Without copying the images, write out all the entries below verbatim.
* * * * * * *
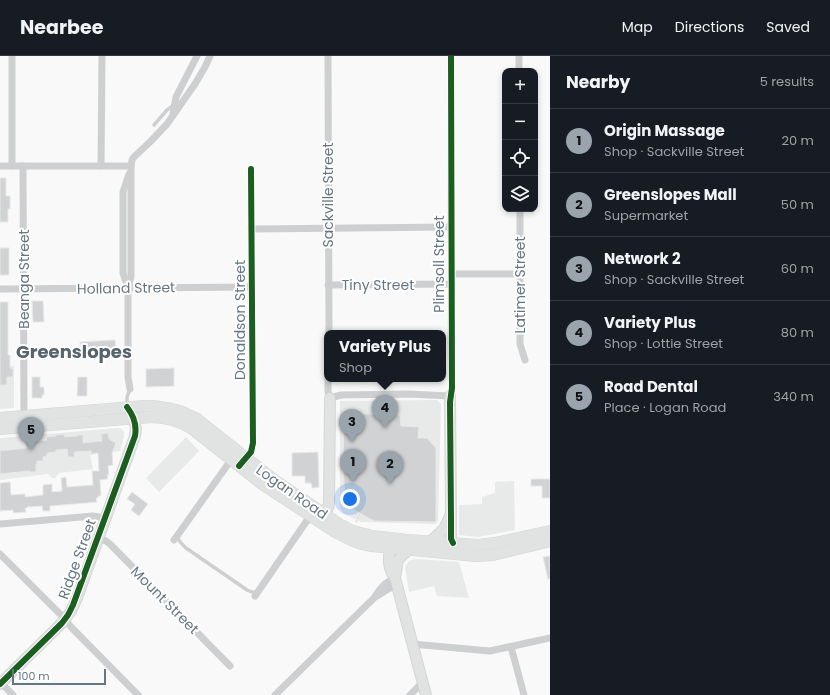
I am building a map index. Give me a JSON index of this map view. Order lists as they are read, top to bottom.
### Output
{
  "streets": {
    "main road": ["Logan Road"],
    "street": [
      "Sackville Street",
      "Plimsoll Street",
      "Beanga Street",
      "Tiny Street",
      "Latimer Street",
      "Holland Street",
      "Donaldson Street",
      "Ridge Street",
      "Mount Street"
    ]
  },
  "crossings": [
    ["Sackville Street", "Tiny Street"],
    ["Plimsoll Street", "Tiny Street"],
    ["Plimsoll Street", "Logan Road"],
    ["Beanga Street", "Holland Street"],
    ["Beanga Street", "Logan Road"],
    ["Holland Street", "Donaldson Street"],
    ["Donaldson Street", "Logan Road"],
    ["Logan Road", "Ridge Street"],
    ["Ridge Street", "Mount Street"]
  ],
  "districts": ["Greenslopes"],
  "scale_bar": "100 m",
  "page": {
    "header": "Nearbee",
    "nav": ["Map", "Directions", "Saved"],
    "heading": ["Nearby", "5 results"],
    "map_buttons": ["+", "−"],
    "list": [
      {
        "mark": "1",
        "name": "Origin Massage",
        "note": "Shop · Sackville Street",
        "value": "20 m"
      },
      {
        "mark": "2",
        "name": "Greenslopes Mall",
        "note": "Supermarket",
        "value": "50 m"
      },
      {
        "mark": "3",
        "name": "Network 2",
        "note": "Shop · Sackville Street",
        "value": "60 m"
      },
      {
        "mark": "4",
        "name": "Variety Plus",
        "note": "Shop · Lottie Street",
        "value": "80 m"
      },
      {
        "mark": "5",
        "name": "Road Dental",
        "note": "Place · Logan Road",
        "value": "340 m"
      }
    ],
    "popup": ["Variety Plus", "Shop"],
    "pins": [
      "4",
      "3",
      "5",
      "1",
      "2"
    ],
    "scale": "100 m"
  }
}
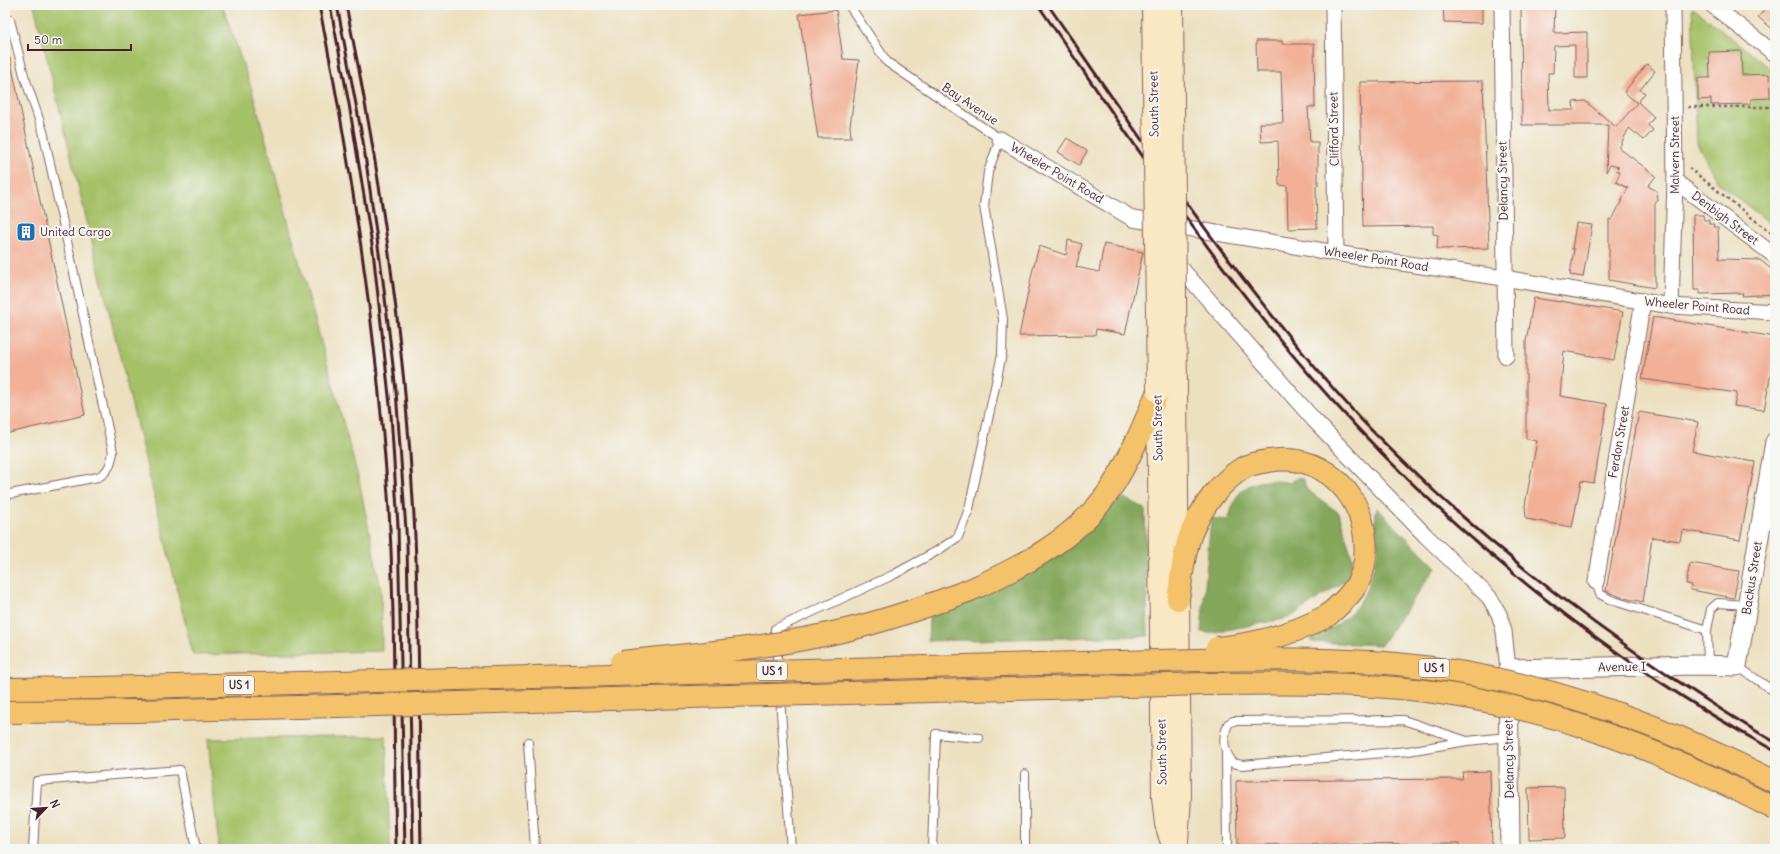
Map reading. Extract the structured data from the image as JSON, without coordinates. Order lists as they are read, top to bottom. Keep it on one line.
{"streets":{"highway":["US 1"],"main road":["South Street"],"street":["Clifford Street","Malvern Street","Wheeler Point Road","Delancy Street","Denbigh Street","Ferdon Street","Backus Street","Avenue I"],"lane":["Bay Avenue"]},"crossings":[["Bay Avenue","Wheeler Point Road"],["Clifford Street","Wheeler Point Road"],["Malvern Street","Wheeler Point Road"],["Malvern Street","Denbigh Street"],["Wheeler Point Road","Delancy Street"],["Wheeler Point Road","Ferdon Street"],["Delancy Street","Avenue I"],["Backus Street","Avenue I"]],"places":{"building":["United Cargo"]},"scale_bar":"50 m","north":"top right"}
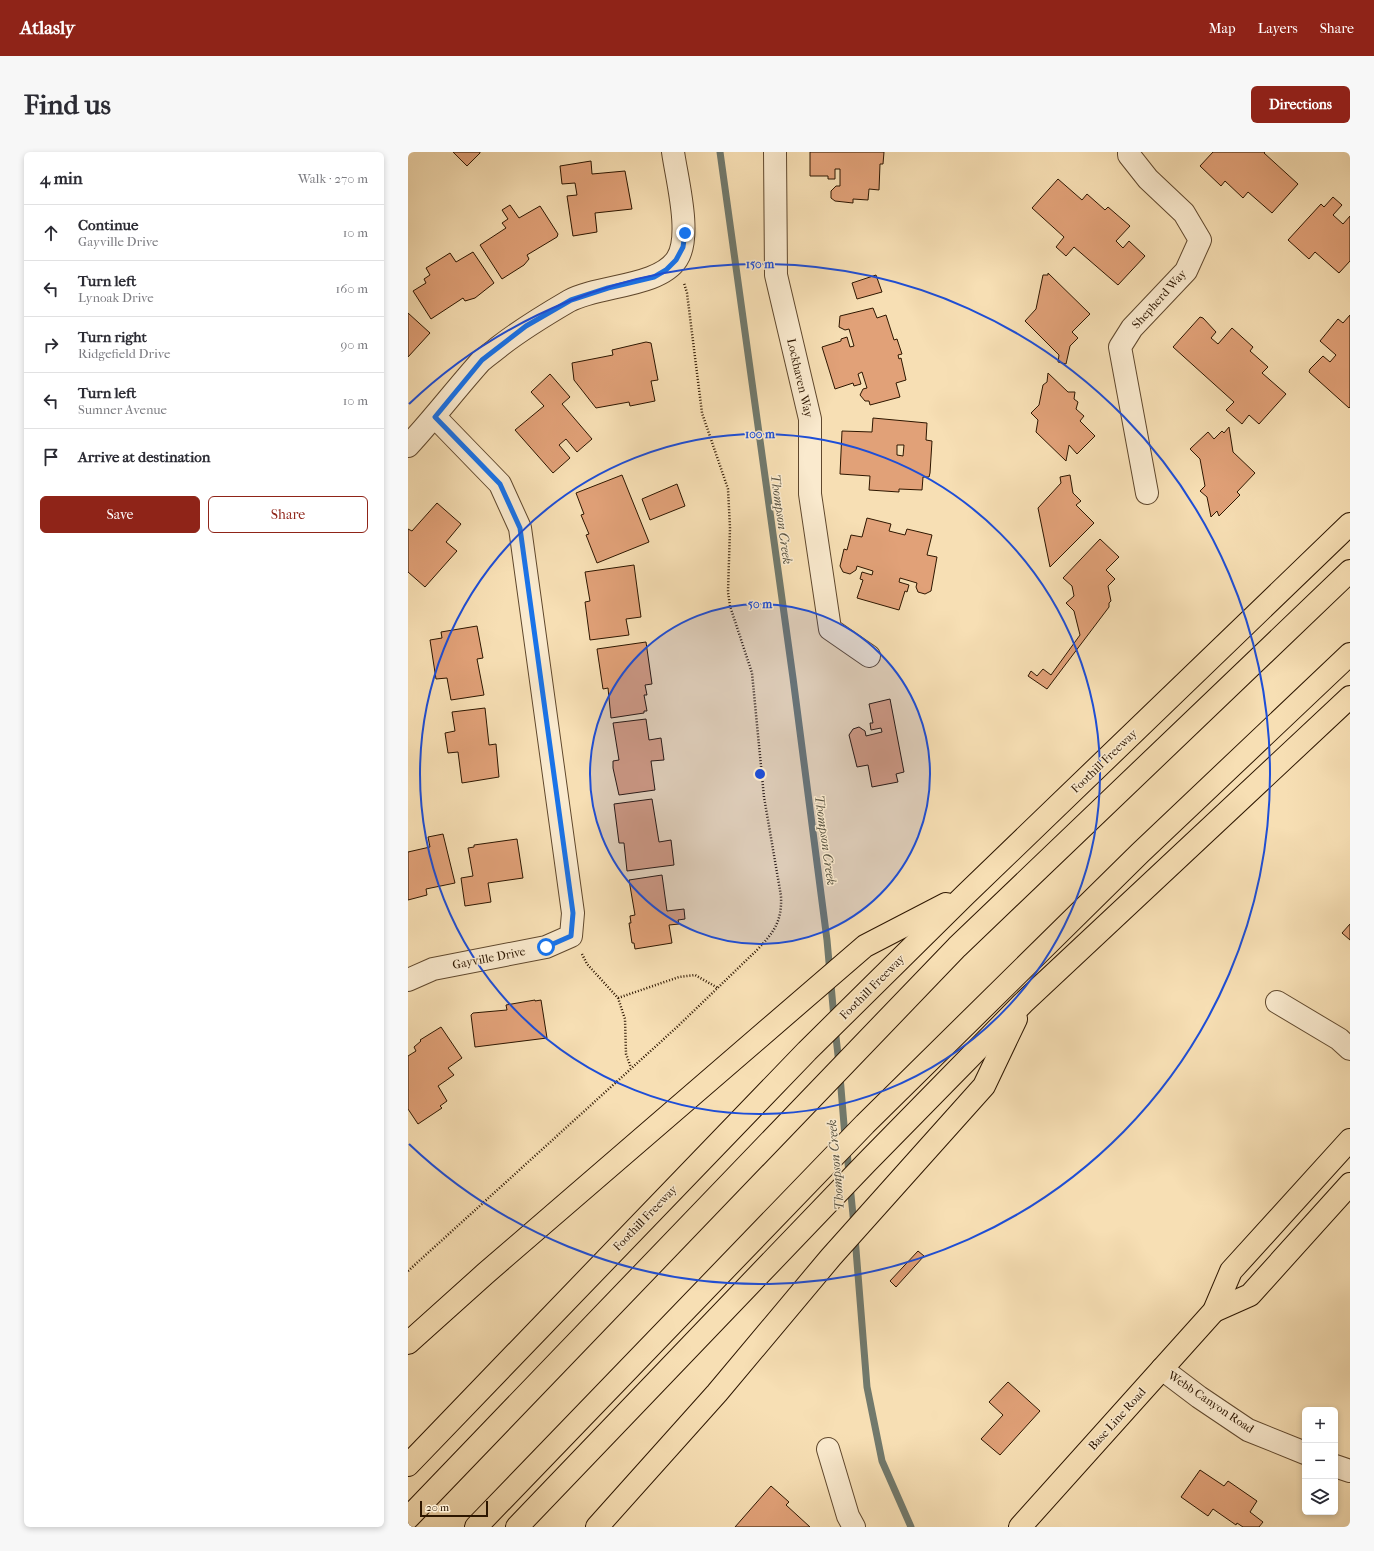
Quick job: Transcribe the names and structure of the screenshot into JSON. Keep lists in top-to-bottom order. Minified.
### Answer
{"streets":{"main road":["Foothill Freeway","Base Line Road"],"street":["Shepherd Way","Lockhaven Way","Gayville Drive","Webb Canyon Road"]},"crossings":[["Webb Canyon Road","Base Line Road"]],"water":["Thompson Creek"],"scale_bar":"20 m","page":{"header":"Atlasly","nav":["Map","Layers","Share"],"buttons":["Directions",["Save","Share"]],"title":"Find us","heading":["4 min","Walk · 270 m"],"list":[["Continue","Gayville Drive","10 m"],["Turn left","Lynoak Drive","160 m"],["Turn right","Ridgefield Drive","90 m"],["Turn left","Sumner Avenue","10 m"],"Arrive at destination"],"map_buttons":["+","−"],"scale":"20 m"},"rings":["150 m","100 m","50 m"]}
* * * * * * *
• **Solution**
I am building a map index. Give me a JSON index of this map view. Order lists as they are read, top to bottom.
### Output
{
  "streets": {
    "main road": ["Logan Road"],
    "street": [
      "Sackville Street",
      "Plimsoll Street",
      "Beanga Street",
      "Tiny Street",
      "Latimer Street",
      "Holland Street",
      "Donaldson Street",
      "Ridge Street",
      "Mount Street"
    ]
  },
  "crossings": [
    ["Sackville Street", "Tiny Street"],
    ["Plimsoll Street", "Tiny Street"],
    ["Plimsoll Street", "Logan Road"],
    ["Beanga Street", "Holland Street"],
    ["Beanga Street", "Logan Road"],
    ["Holland Street", "Donaldson Street"],
    ["Donaldson Street", "Logan Road"],
    ["Logan Road", "Ridge Street"],
    ["Ridge Street", "Mount Street"]
  ],
  "districts": ["Greenslopes"],
  "scale_bar": "100 m",
  "page": {
    "header": "Nearbee",
    "nav": ["Map", "Directions", "Saved"],
    "heading": ["Nearby", "5 results"],
    "map_buttons": ["+", "−"],
    "list": [
      {
        "mark": "1",
        "name": "Origin Massage",
        "note": "Shop · Sackville Street",
        "value": "20 m"
      },
      {
        "mark": "2",
        "name": "Greenslopes Mall",
        "note": "Supermarket",
        "value": "50 m"
      },
      {
        "mark": "3",
        "name": "Network 2",
        "note": "Shop · Sackville Street",
        "value": "60 m"
      },
      {
        "mark": "4",
        "name": "Variety Plus",
        "note": "Shop · Lottie Street",
        "value": "80 m"
      },
      {
        "mark": "5",
        "name": "Road Dental",
        "note": "Place · Logan Road",
        "value": "340 m"
      }
    ],
    "popup": ["Variety Plus", "Shop"],
    "pins": [
      "4",
      "3",
      "5",
      "1",
      "2"
    ],
    "scale": "100 m"
  }
}
Map reading. Extract the structured data from the image as JSON, without coordinates. Order lists as they are read, top to bottom. Keep it on one line.
{"streets":{"highway":["US 1"],"main road":["South Street"],"street":["Clifford Street","Malvern Street","Wheeler Point Road","Delancy Street","Denbigh Street","Ferdon Street","Backus Street","Avenue I"],"lane":["Bay Avenue"]},"crossings":[["Bay Avenue","Wheeler Point Road"],["Clifford Street","Wheeler Point Road"],["Malvern Street","Wheeler Point Road"],["Malvern Street","Denbigh Street"],["Wheeler Point Road","Delancy Street"],["Wheeler Point Road","Ferdon Street"],["Delancy Street","Avenue I"],["Backus Street","Avenue I"]],"places":{"building":["United Cargo"]},"scale_bar":"50 m","north":"top right"}
Quick job: Transcribe the names and structure of the screenshot into JSON. Keep lists in top-to-bottom order. Minified.
### Answer
{"streets":{"main road":["Foothill Freeway","Base Line Road"],"street":["Shepherd Way","Lockhaven Way","Gayville Drive","Webb Canyon Road"]},"crossings":[["Webb Canyon Road","Base Line Road"]],"water":["Thompson Creek"],"scale_bar":"20 m","page":{"header":"Atlasly","nav":["Map","Layers","Share"],"buttons":["Directions",["Save","Share"]],"title":"Find us","heading":["4 min","Walk · 270 m"],"list":[["Continue","Gayville Drive","10 m"],["Turn left","Lynoak Drive","160 m"],["Turn right","Ridgefield Drive","90 m"],["Turn left","Sumner Avenue","10 m"],"Arrive at destination"],"map_buttons":["+","−"],"scale":"20 m"},"rings":["150 m","100 m","50 m"]}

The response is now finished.